The present invention relates to high-temperature materials and in particular to rocket nozzles lined with such materials.

BACKGROUND OF THE INVENTION

Rocket Engines

Rocket engines usually operate with a chamber at high pressure exhausting gasses to low external pressures. These gasses are ducted through a nozzle that converges to a throat section of smallest area and then diverges to transform much of the thermal energy of the gasses into kinetic energy. There are a number of types of nozzles. A much used type is the contoured or bell-shaped nozzle as shown at 2 in FIG. 1. This nozzle provides for rapid early expansion and directs the gasses in axial direction with respect to the axis of the nozzle.

Rockets can be liquid fueled or solid fueled. The rocket depicted in FIG. 1 is a solid fuel rocket. Solid rocket propellants are an intimate mixture containing all the material necessary for reaction. The entire block of solid propellant (called the grain and shown as 4 in FIG. 1) is stored within the combustion chamber. Combustion proceeds from the surface of the propellant.
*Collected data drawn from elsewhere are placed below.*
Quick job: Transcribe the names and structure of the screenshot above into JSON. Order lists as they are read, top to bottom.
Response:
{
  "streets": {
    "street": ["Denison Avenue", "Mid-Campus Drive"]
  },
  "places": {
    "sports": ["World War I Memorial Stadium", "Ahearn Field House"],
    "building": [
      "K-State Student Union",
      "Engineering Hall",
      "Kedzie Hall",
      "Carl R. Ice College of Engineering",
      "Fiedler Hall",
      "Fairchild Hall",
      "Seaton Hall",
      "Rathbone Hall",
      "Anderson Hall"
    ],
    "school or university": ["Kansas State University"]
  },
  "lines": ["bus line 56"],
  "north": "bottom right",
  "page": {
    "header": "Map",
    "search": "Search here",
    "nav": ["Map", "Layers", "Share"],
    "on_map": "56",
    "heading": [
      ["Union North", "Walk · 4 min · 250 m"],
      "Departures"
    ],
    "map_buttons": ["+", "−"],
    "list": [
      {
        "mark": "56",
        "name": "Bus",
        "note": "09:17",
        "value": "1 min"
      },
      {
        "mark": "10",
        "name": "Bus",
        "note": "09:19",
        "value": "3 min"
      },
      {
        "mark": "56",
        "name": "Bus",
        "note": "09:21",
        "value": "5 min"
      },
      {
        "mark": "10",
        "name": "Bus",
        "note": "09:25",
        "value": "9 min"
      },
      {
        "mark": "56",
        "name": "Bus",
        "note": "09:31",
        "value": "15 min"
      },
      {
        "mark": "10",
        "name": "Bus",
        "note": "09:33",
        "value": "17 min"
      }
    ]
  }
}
The grain is typically configured to provide the surface areas desired as the fuel burns away. The gasses, that are generated, exit through the port area 6 in FIG. 1 and then through the nozzle 2. Some of these very high temperature propellants incorporate light metals such as boron, lithium and aluminum that yield very high energies. These fuels ignite fast (about 0.025 seconds) and provide good stability. The solid fuel burns until it is all gone. Once ignited it cannot be stopped.

Aluminum Propellants

During the 1950's and 60's researchers in the United States developed what is now the standard high-energy solid rocket fuel. The mixture is primarily ammonium perchlorate powder, NH₄ClO₄ (an oxidizer), combined with fine aluminum powder (a fuel), and held together in a base of PBAN or HTPB (rubber like fuels). The mixture is formed as a liquid at elevated temperatures and poured into the rocket casing. It cools to form a single grain bonded to the casing. Aluminum propellants of the type described above with an aluminum content of about 18 percent burns at a temperature of about 6100 degrees F. Increasing the aluminum content can increase the burn temperature and thrust. Higher temperatures can also destroy components of the rocket engine. The products of combustion include several gasses and alumina, Al₂O₃, (which has a 1 atmosphere melting point of 3720 F and boiling point of 5432 F). Inside the engine, the alumina is typically partly in its liquid phase and partly in its gaseous phase, depending on the local pressure.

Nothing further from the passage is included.